Sir Kenneth gave a wide toothy grin and playfully pushed Fredrick’s shoulder as he spoke. “What is the matter, boy? Do not tell me that these scrappy little things have put the fear of death into your spine. I would tell you to check our dead before tending to the horses but we lost no men. In fact this excuse of a flea bite is the only casualty Rayward suffered in the skirmish,” goaded the knight as he flaunted his bloody cheek in the squire’s face.
Some good natured teasing was to be expected from veteran knights, it had become a bit of a tradition in the knightly fraternal order. Sir Kenneth was the sort to take a squire’s hazing a little too far. Sir Jonathan was about to intervene and come to his squires rescue. Before Sir Jonathan spoke he realized something about his brother knight’s boast and it gave him a greater measure of concern. “Wait, that farmstead up the way…” Sir Jonathan trailed off.

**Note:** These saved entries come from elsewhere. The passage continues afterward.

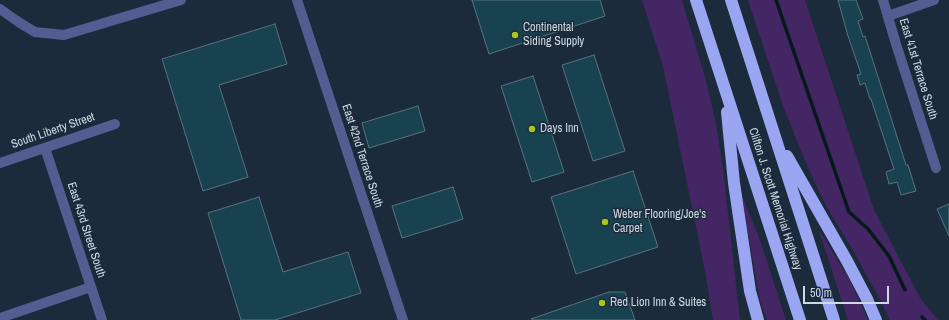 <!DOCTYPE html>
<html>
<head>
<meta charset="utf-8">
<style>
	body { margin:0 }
	#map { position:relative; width:949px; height:320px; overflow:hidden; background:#1c2b3c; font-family:"Archivo Narrow",sans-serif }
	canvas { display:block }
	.scale { position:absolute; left:803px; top:286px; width:86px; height:18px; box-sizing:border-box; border:2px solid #cfd9e4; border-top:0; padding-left:5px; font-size:12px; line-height:14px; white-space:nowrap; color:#cfd9e4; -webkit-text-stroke:3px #1c2b3c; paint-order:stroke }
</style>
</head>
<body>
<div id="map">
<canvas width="949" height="320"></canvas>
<div class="scale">50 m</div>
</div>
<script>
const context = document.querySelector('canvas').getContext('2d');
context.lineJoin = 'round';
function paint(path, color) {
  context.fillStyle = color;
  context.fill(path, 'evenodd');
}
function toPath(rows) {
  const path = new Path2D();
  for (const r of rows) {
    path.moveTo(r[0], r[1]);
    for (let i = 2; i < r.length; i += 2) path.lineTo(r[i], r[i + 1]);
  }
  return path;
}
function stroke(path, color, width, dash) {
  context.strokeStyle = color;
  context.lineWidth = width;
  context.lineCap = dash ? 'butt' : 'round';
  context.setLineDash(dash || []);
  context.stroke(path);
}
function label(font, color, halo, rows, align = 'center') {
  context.font = font + ' "Archivo Narrow",sans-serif';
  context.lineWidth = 3;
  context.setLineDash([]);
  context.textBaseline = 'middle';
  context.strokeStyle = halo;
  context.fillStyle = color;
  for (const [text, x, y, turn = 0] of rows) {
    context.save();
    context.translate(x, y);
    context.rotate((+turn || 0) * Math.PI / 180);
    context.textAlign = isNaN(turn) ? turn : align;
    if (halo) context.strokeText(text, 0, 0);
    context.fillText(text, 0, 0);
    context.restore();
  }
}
paint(toPath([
	[642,0,682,0,691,30,705,77,716,123,723,169,740,320,713,320,705,271,663,66],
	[748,0,805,0,874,210,920,298,938,320,890,320,879,298,854,252,826,206,806,163,783,106],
	[741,193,760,240,786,320,767,320,760,301],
	[818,228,849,279,868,320,848,320]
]), '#432663');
stroke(toPath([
	[776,0,849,212,868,229,889,256,905,290],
	[922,317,925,320]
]), '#06191a', 3.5);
const building = toPath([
	[472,0,600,0,605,16,489,54,472,0],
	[838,0,856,0,863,19,858,21,863,37,865,36,906,165,908,165,916,191,901,195,897,182,889,184,886,172,894,169,871,99,870,99,865,83,860,85,857,75,861,74,848,36,838,0],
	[275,24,287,64,219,85,248,177,203,191,162,59,275,24],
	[594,55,625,151,593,161,562,65,594,55],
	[533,76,564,172,532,182,501,86,533,76],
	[418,106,425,131,369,148,362,123,418,106],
	[633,171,658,247,576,274,551,197,633,171],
	[453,187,463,219,402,238,392,206,453,187],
	[259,197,283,272,348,252,361,293,275,320,241,320,208,213,259,197],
	[949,204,949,236,937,209,949,204],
	[609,292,625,292,635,320,532,320,531,319,609,292]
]);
paint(building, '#194250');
stroke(building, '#58737f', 1);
stroke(toPath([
	[297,0,403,320],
	[883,0,896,44,936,168],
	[0,9,20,23,35,32,64,35,181,0],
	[888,16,934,0],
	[45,148,102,320],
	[0,163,115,124],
	[0,318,91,287]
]), '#555c91', 10);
stroke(toPath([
	[696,0,800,320],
	[731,0,834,320],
	[727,112,734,183,750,291,758,320],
	[787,156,847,261,867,299,876,320]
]), '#9ba6f3', 12);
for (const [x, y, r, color] of [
	[515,35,4,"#a9c719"],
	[532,129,4,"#a9c719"],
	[605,222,4,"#a9c719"],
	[602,303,4,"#a9c719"]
]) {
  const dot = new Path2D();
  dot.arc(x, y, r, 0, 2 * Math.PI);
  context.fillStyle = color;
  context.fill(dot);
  stroke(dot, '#1c2b3c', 1.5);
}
label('12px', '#cfd9e4', '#1c2b3c', [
	["Continental",523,28],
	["Siding Supply",523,42],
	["Days Inn",540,129],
	["Weber Flooring/Joe's",613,215],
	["Carpet",613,229],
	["Red Lion Inn & Suites",610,303]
], 'left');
label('12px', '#cfd9e4', '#1c2b3c', [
	["East 41st Terrace South",918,69,73],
	["South Liberty Street",53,131,-19],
	["East 42nd Terrace South",362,156,72],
	["Clifton J. Scott Memorial Highway",775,199,72],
	["East 43rd Street South",86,230,72]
]);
</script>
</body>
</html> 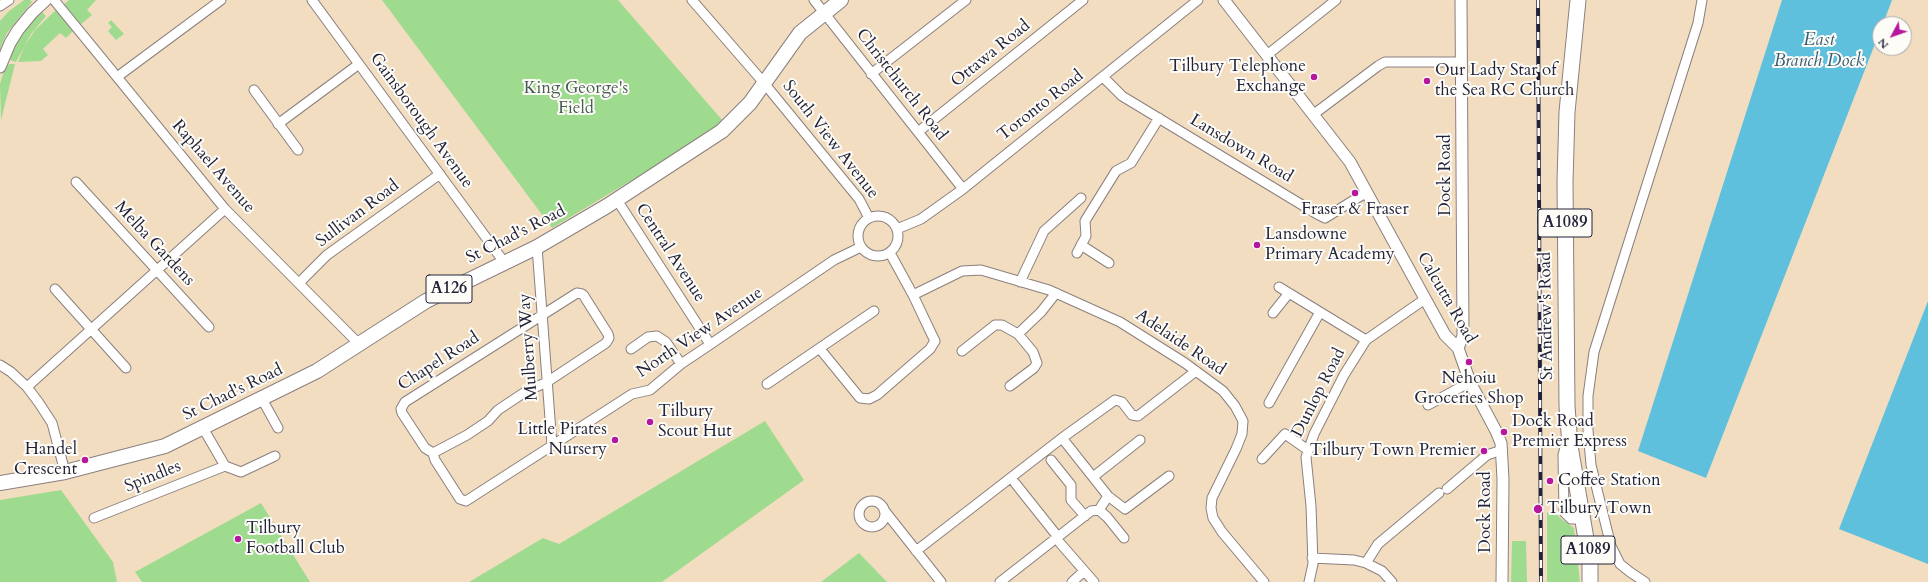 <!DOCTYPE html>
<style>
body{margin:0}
#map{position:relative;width:1928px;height:582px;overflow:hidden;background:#f3ddc0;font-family:Cardo,serif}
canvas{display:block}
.north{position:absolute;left:1872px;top:16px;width:40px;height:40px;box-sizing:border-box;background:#fdfcf7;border:1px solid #a5a5ac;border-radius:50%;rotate:229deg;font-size:11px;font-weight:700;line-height:16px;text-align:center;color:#22223b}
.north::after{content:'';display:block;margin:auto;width:14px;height:18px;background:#b5179e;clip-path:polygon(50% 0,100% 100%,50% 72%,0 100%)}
</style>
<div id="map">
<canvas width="1928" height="582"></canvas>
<div class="north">N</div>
</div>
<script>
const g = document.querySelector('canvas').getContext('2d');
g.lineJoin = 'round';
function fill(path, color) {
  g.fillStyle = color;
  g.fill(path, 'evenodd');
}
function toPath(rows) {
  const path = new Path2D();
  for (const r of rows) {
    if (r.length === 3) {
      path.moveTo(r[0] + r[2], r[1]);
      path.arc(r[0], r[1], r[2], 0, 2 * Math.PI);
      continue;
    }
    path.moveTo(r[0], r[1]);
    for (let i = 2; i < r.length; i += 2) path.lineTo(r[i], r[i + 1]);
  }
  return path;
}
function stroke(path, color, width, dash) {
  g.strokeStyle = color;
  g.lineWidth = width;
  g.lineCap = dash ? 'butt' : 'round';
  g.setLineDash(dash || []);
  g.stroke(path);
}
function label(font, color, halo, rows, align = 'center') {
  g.font = font + ' Cardo,serif';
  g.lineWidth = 4;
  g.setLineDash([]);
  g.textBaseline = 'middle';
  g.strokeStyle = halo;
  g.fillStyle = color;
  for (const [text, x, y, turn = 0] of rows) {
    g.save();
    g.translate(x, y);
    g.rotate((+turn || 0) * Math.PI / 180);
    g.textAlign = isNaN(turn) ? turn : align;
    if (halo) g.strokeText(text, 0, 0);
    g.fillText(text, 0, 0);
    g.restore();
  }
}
fill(toPath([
 [24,0,30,0,32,2,7,33,1,46,0,56,0,21,8,12],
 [69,0,96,0,87,10,92,15,80,25,62,6],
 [382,0,618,0,723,121,652,168,552,228],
 [57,9,73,31,66,38,60,33,43,49,48,55,41,61,18,62,24,47,35,30],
 [41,11,46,16,31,34,16,62,10,60,15,42],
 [111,20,124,34,116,40,108,31,112,27,108,23],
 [9,64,15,64,1,120,0,84,4,70],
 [765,421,804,480,662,582,469,582,543,538,559,544],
 [61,490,113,562,117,582,0,582,0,500],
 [261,503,310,582,142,582,135,572],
 [1547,512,1555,512,1560,518,1574,528,1580,582,1547,582],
 [1512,541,1526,541,1527,582,1511,582],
 [859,553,887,582,821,582]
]), '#9fdb8f');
fill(toPath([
 [1782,0,1892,0,1883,24,1880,24,1880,31,1706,478,1638,451],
 [1928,301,1928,564,1839,529]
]), '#5fc0dd');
const minor = toPath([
 [54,0,225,209,359,344],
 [312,0,504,262],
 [692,0,764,83,859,199,869,218],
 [814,0,963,189],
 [0,6,9,0],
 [1267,55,1336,0],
 [871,74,966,0],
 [117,77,221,0],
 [1103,77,1122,96,1317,214,1325,218,1367,192],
 [254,90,298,150],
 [1314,114,1378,66,1385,62,1462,62],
 [278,124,359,64],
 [918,132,1083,0],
 [76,182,209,327],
 [617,200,710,344],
 [878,236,20],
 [897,229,921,219,963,189,1198,0],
 [1081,245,1109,263],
 [537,247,552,445],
 [1077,253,1086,236,1085,221,1116,171,1131,163,1159,118],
 [1020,282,1044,231,1081,198],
 [299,283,327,255,440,174],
 [1279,287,1366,340],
 [55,289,126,368],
 [577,293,582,294,584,296,608,334,609,338,606,343,547,382,525,392,498,410,488,421,467,435,433,453,425,448,402,413,401,409,405,402,577,293],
 [913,295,962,271,981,270,1049,290,1120,322,1185,363,1223,391,1235,406,1243,421,1242,434,1236,449,1212,498,1211,508,1213,518,1222,532,1264,582],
 [1273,313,1289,293],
 [1018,334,1041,312,1056,293],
 [631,349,648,337,657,336,666,342,681,364],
 [820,349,860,398,869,399,877,395,930,349,935,341,932,335,913,295,890,253],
 [962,351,995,325,1002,325,1018,334,1033,352,1037,363,1034,368,1010,386],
 [0,365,11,372,27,387,39,403,52,423,65,472],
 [767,384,874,311],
 [27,387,225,209],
 [262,399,278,428],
 [1269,403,1320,312],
 [1428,405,1470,382],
 [203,428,225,466,241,472,275,456],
 [1062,438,1108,496,1099,510],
 [1570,446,1565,447,1563,455,1564,512,1571,519,1582,519],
 [433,453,435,460,460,499,466,501,632,394,650,390,681,364,702,350,834,260,861,247],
 [1262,459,1285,434,1308,450],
 [1051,460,1071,485,1071,500,1085,516],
 [1093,477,1140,440],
 [1015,483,1058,537],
 [1447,489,1487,455,1502,450],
 [1108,496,1125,509,1169,476],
 [872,514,13],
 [884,510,941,582],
 [94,518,225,466],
 [1060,543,1094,582],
 [916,551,1062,438,1115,400,1122,402,1132,415,1138,416,1196,371],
 [1312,558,1354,560,1366,563,1382,571,1392,582],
 [1366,563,1378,544,1439,493],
 [1000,582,1091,511,1099,510,1107,517,1124,538],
 [1072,582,1084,571],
 [1309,582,1313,564,1311,506,1306,457,1314,434,1344,375,1366,340,1425,299],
 [1645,582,1630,572,1620,564,1611,546,1591,465,1588,430,1588,396,1594,352,1698,23,1702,0]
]);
const tertiary = toPath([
 [1224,0,1350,162,1445,335,1458,348,1470,382,1496,431,1501,443,1503,479,1502,582],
 [0,67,10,43,18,30,32,13,46,0],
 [1458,348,1463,336,1461,0]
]);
const primary = toPath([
 [0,483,65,472,165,446,317,371,426,301,537,247,561,233,607,206,722,131,750,103,800,33,841,0]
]);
const trunk = toPath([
 [1578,0,1567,112,1565,182,1567,406,1570,446,1590,562,1590,582]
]);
stroke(minor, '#8a807e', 11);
stroke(tertiary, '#8a807e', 13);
stroke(primary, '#8a807e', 16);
stroke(trunk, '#8a807e', 17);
stroke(minor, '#fff', 9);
stroke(tertiary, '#fff', 11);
stroke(primary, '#fff', 14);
stroke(trunk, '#fff', 15);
const rail = toPath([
 [1538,0,1541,582]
]);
stroke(rail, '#22223b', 4);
stroke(rail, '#fdfcf7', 2.5, [8]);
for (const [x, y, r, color] of [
 [1314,77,4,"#b5179e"],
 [1427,81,4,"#b5179e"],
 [1355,193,4,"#b5179e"],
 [1257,245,4,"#b5179e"],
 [1469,362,4,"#b5179e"],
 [650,422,4,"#b5179e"],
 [1504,432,4,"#b5179e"],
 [615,440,4,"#b5179e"],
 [1484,451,4,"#b5179e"],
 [85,460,4,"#b5179e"],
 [1550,481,4,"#b5179e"],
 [1538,509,5,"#b5179e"],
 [238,539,4,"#b5179e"]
]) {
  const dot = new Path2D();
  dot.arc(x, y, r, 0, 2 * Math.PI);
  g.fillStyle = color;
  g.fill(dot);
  stroke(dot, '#fdfcf7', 1.5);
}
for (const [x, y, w] of [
 [1565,223,54],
 [449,289,46],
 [1588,550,54]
]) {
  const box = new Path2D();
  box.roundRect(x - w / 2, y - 14, w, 28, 3);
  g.fillStyle = '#fdfcf7';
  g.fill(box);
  stroke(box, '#22223b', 1);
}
label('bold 16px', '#22223b', null, [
 ["A1089",1565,223],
 ["A126",449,289],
 ["A1089",1588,550]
]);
label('17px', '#22223b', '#fdfcf7', [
 ["Ottawa Road",991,54,-39],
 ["Christchurch Road",901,85,52],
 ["Toronto Road",1041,106,-38],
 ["Gainsborough Avenue",421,121,54],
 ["South View Avenue",830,140,52],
 ["Lansdown Road",1241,149,31],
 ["Raphael Avenue",213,167,49],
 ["Dock Road",1446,175,-90],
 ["Sullivan Road",358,214,-37],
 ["St Chad's Road",516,235,-27],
 ["Melba Gardens",154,244,47],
 ["Central Avenue",670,253,57],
 ["Calcutta Road",1446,298,60],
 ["St Andrew's Road",1547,316,-91],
 ["North View Avenue",700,333,-34],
 ["Adelaide Road",1180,343,34],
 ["Mulberry Way",529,347,-94],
 ["Chapel Road",439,362,-33],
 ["St Chad's Road",233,393,-26],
 ["Dunlop Road",1319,393,-63],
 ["Spindles",153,477,-22],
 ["Dock Road",1486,512,-90]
]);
label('17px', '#22223b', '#fdfcf7', [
 ["Tilbury Telephone",1306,67,"right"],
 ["Exchange",1306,87,"right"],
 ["Our Lady Star of",1435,71],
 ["the Sea RC Church",1435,91],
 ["Fraser & Fraser",1355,210,"center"],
 ["Lansdowne",1265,235],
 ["Primary Academy",1265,255],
 ["Nehoiu",1469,379,"center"],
 ["Groceries Shop",1469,399,"center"],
 ["Tilbury",658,412],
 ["Scout Hut",658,432],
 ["Dock Road",1512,422],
 ["Premier Express",1512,442],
 ["Little Pirates",607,430,"right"],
 ["Nursery",607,450,"right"],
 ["Handel",77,450,"right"],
 ["Crescent",77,470,"right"],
 ["Tilbury Town Premier",1476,451,"right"],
 ["Coffee Station",1558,481],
 ["Tilbury Town",1547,509],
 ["Tilbury",246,529],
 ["Football Club",246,549]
], 'left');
label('17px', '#485a54', '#fdfcf7', [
 ["King George's",576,89],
 ["Field",576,109]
]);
label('italic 18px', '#375974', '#fdfcf7', [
 ["East",1819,41],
 ["Branch Dock",1819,62]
]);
</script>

Both Fredrick and Sir Kenneth looked at the man with curiosity. “What of it my lord?” asked the squire.
“We had assumed that these chimera were responsible for the butchery that was visited upon that poor family,” said Sir Jonathan as he swept his arms around and indicated all the bodies of the vanquished monsters.
“Yes and…” pressed Sir Kenneth as he scratched his head in quandary.
“Well look at how these villagers were slain. Remember how the family in the farm house was butchered. Whatever ended them back there was something altogether more savage. More than that I would venture to say that whatever it is, it is still close by.” said Sir Johnathan.
After a moment Sir Kenneth laughed heartily and continued to prod Sir Jonathan’s squire. “You see boy, you have gone and made my brother-in-arms start to question his valor. If there is another beast lurking about, let it come. We will give it a taste of Rayward honor just the same as this lot.”
The Rayward men were cut silent by a malevolent voice that sounded from the tree line around the village. “I am what you fools speak of so brazenly. Now, make your offerings.”
Sir Jonathan watched, nearly petrified with terror as the thing that had spoken broke from the cover of the wood. It was undoubtedly a chimera but this creature was a monster beyond anything the Rayward man had dared to imagine or dream. With as much knightly virtue as he could command Sir Jonathan summoned the will to speak. “Rayward to me! Rayward to me!” the knight ordered all the warriors in the village. With what he saw coming, Sir Jonathan knew that he would need every last one of them.